No pocos autores modernos sucumbieron a la perfección técnica, la complejidad psicológica y la intensa belleza de unas tragedias que, como dice Murray, aún fascinan en los escenarios. Séneca, Racine y Unamuno compusieron sendas Fedras. Ristsos dio su nombre a uno de sus monólogos más hermosos. En cuanto a la bruja de la Cólquide, los ecos de su historia se encuentran en las obras de Ovidio y Shakespeare, y Lope de Vega escribió una comedia sobre El vellocino de oro. Ya en nuestro siglo, Jean Anouihl representó una Medea en 1946 y Pasolini (1969) le dedicó una película, con María Callas en el papel de la hechicera. En nuestro continente, Elina Miranda nos recuerda que Medea no tuvo peor fortuna, y su terrible historia fue contada por dramaturgos como el cubano José Triana (Medea en el espejo, 1960), el mexicano José Sotelo Inclán (Malintzin. Medea americana, 1957) y los brasileños Chico Buarque y Paulo Pontes (Gota d’agua, 1975) entre otros. Reescrituras, recuerdos y presencias de un tiempo en que las mujeres enfermaban, mataban y morían por amor.

 

Mariano José Nava Contreras (Maracaibo, 22 de mayo de 1967) es un escritor, investigador y traductor venezolano especializado en estudios clásicos. Doctor en Filología Clásica por la Universidad de Granada y profesor de la Facultad de Humanidades y Educación en la Universidad de Los Andes (ULA) desde 1991.

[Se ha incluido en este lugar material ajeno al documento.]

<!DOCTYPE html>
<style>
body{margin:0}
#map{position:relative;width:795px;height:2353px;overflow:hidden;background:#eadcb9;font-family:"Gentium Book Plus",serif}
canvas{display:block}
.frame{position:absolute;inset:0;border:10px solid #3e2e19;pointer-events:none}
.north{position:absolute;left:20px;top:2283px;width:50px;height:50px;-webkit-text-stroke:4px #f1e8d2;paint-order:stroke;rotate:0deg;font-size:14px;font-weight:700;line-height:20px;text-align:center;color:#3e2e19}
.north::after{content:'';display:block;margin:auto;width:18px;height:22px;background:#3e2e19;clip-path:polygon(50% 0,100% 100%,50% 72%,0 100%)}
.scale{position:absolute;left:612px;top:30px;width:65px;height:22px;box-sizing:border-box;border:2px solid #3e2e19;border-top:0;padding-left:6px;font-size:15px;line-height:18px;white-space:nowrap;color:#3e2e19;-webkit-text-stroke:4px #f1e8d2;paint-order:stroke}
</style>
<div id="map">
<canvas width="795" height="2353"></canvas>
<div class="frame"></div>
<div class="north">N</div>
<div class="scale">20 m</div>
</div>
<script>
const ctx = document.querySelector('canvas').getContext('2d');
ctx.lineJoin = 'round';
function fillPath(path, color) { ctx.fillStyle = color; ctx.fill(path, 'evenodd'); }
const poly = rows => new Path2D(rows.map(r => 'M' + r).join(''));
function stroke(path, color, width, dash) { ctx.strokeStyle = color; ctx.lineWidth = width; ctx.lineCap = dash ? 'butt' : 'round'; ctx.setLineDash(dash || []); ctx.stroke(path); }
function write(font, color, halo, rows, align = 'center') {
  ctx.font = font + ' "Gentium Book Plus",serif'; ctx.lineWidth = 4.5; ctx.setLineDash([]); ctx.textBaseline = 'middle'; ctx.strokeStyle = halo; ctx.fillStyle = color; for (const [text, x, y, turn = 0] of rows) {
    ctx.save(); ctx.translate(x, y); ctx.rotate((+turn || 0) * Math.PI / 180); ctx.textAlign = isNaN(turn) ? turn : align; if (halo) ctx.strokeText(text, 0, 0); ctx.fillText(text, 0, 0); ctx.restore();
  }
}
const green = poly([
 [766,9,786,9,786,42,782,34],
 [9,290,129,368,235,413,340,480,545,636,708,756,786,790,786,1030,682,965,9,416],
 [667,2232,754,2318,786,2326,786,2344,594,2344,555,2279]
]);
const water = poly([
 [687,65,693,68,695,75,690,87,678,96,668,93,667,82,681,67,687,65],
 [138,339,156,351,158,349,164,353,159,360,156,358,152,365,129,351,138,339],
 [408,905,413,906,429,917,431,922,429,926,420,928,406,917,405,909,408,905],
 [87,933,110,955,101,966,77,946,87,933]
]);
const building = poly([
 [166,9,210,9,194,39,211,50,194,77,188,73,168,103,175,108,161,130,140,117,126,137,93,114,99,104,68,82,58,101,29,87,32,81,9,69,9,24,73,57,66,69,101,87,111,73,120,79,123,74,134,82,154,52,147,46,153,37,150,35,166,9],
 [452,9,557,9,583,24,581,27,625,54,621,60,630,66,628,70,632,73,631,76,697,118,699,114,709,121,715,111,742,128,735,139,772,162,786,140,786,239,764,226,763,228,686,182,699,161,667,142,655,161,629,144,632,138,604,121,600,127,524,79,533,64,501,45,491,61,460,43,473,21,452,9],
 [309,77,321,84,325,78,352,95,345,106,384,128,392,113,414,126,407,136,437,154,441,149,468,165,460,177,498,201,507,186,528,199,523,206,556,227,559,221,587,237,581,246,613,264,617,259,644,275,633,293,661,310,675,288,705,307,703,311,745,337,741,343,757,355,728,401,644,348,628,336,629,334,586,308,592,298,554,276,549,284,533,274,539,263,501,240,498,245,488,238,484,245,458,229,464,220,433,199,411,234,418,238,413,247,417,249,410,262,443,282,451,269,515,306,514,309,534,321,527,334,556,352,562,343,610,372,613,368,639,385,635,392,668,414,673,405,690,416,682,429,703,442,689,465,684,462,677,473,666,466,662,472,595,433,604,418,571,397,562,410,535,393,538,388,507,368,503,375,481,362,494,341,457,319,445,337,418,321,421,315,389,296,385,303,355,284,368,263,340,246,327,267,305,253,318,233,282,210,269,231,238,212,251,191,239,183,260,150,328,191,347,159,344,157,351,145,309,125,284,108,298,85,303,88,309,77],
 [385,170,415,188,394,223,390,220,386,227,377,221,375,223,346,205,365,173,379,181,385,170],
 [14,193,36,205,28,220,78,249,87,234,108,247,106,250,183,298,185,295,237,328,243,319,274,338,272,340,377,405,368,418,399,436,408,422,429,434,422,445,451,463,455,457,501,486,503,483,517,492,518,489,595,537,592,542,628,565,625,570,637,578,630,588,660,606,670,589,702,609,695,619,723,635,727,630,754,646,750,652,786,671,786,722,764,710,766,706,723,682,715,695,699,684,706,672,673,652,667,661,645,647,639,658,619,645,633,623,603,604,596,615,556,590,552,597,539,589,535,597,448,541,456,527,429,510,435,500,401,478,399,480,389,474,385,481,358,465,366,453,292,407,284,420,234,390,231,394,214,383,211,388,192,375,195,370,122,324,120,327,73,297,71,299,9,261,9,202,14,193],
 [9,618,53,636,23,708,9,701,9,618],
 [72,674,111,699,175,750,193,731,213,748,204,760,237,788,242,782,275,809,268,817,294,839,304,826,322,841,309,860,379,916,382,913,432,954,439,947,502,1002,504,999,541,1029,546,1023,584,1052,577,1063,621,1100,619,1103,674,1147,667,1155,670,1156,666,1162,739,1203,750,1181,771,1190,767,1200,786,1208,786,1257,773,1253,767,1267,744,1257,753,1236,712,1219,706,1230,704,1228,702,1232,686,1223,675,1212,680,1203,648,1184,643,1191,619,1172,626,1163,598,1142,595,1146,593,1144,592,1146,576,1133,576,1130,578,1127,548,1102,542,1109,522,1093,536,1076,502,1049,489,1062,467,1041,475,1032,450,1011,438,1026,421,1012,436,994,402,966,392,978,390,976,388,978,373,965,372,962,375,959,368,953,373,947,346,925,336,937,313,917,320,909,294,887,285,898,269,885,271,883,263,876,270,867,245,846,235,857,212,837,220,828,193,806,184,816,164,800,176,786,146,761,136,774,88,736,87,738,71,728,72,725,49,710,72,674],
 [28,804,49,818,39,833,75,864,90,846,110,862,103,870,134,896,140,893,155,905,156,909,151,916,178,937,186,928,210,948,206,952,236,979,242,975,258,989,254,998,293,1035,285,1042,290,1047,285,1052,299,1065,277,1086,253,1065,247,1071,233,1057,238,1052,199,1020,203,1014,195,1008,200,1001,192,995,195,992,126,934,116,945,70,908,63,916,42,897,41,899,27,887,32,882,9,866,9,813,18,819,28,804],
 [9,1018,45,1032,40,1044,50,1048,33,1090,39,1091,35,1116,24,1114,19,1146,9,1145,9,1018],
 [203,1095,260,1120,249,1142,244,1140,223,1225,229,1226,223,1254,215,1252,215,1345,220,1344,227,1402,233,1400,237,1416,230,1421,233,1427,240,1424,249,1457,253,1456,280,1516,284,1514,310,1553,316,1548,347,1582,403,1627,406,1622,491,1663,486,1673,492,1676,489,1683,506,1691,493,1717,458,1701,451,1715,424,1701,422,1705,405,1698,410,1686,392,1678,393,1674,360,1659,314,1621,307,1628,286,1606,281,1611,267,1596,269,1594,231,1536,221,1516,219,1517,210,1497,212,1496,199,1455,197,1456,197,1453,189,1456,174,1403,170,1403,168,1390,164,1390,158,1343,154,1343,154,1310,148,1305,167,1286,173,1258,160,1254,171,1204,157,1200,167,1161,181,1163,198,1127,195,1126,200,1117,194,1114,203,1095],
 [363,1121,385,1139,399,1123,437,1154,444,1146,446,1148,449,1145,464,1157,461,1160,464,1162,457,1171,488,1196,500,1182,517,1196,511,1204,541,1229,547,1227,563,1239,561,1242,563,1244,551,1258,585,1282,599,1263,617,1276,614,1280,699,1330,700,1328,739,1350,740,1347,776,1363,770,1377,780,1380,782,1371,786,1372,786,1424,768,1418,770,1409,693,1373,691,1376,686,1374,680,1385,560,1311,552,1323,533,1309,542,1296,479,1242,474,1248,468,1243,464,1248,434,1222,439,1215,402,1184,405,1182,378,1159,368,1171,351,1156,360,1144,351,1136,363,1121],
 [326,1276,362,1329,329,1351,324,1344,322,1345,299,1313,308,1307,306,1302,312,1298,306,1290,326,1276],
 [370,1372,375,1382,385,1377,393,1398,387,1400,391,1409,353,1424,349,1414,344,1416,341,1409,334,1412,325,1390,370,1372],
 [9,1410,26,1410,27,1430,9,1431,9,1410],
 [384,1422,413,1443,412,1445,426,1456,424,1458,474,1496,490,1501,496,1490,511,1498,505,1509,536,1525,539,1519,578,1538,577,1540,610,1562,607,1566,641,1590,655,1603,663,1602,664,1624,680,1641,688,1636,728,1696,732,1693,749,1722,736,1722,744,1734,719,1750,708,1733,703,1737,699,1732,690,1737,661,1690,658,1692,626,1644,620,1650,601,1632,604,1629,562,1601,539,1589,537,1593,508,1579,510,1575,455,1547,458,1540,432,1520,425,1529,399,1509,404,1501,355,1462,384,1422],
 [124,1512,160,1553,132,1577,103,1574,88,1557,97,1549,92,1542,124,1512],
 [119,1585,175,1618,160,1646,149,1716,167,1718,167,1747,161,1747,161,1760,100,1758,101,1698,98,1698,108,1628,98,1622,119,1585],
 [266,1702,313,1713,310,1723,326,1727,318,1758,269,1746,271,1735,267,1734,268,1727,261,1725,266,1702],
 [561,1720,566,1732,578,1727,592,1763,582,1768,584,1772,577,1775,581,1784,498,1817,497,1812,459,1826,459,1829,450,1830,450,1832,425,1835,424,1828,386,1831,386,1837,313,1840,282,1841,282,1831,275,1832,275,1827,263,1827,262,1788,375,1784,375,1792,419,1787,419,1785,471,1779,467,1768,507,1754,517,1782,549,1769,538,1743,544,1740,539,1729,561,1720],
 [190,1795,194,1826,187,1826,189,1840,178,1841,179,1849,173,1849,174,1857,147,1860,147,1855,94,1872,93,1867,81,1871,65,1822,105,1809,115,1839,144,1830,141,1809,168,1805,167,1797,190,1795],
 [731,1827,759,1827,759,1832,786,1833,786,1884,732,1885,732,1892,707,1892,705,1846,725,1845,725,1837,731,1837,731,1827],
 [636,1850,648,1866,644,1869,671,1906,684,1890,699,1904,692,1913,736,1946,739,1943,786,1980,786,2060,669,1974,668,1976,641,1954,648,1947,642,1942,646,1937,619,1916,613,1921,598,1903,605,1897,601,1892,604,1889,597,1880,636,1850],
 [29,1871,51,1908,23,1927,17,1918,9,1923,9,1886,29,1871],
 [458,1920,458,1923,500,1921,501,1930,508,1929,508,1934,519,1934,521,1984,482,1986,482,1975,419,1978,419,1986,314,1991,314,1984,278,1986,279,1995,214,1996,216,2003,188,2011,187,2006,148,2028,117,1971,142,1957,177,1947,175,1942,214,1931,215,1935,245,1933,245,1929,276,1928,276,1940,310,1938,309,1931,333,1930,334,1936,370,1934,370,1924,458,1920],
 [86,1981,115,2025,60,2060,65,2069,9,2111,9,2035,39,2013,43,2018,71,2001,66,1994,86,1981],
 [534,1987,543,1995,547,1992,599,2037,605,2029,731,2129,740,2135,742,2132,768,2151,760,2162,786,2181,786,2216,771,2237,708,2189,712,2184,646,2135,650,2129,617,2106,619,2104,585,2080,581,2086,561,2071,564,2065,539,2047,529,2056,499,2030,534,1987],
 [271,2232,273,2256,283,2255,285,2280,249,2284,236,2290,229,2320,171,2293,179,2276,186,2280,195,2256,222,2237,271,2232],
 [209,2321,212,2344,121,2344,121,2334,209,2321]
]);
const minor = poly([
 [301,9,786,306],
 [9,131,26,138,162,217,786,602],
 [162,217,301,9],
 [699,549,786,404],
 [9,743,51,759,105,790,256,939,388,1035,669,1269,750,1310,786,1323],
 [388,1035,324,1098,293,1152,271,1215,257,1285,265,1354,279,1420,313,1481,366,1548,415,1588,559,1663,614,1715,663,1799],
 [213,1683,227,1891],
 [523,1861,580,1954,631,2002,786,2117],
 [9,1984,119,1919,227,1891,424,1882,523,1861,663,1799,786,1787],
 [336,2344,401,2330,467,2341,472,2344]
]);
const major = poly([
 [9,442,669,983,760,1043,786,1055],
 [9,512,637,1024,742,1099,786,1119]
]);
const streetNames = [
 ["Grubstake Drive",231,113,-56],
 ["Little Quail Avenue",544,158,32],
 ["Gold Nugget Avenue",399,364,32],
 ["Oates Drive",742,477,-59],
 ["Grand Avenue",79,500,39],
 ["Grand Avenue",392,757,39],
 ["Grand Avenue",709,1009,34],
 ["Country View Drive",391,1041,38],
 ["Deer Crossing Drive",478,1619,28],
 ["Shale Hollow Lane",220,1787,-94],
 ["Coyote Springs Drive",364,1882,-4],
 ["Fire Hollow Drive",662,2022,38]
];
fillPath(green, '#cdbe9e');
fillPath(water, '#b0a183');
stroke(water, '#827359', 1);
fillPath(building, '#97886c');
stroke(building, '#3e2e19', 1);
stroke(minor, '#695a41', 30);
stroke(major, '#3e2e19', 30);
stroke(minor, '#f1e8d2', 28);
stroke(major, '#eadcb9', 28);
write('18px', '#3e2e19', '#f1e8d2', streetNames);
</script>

Ha sido profesor invitado en la Universidad Católica Andrés Bello en Caracas, la Universidad de Almería en España, la Universidad de las Indias Occidentales, en Trinidad, la Universidad del Valle y en la Universidad Nacional de Colombia, así como investigador invitado en la Universidad Laval de CanadáParís-Sorbona y la Universidad Nacional y Kapodistríaca de Atenas, esta última bajo el auspicio de la Fundación Onassis. También ha trabajado como traductor para la Biblioteca Clásica Gredos.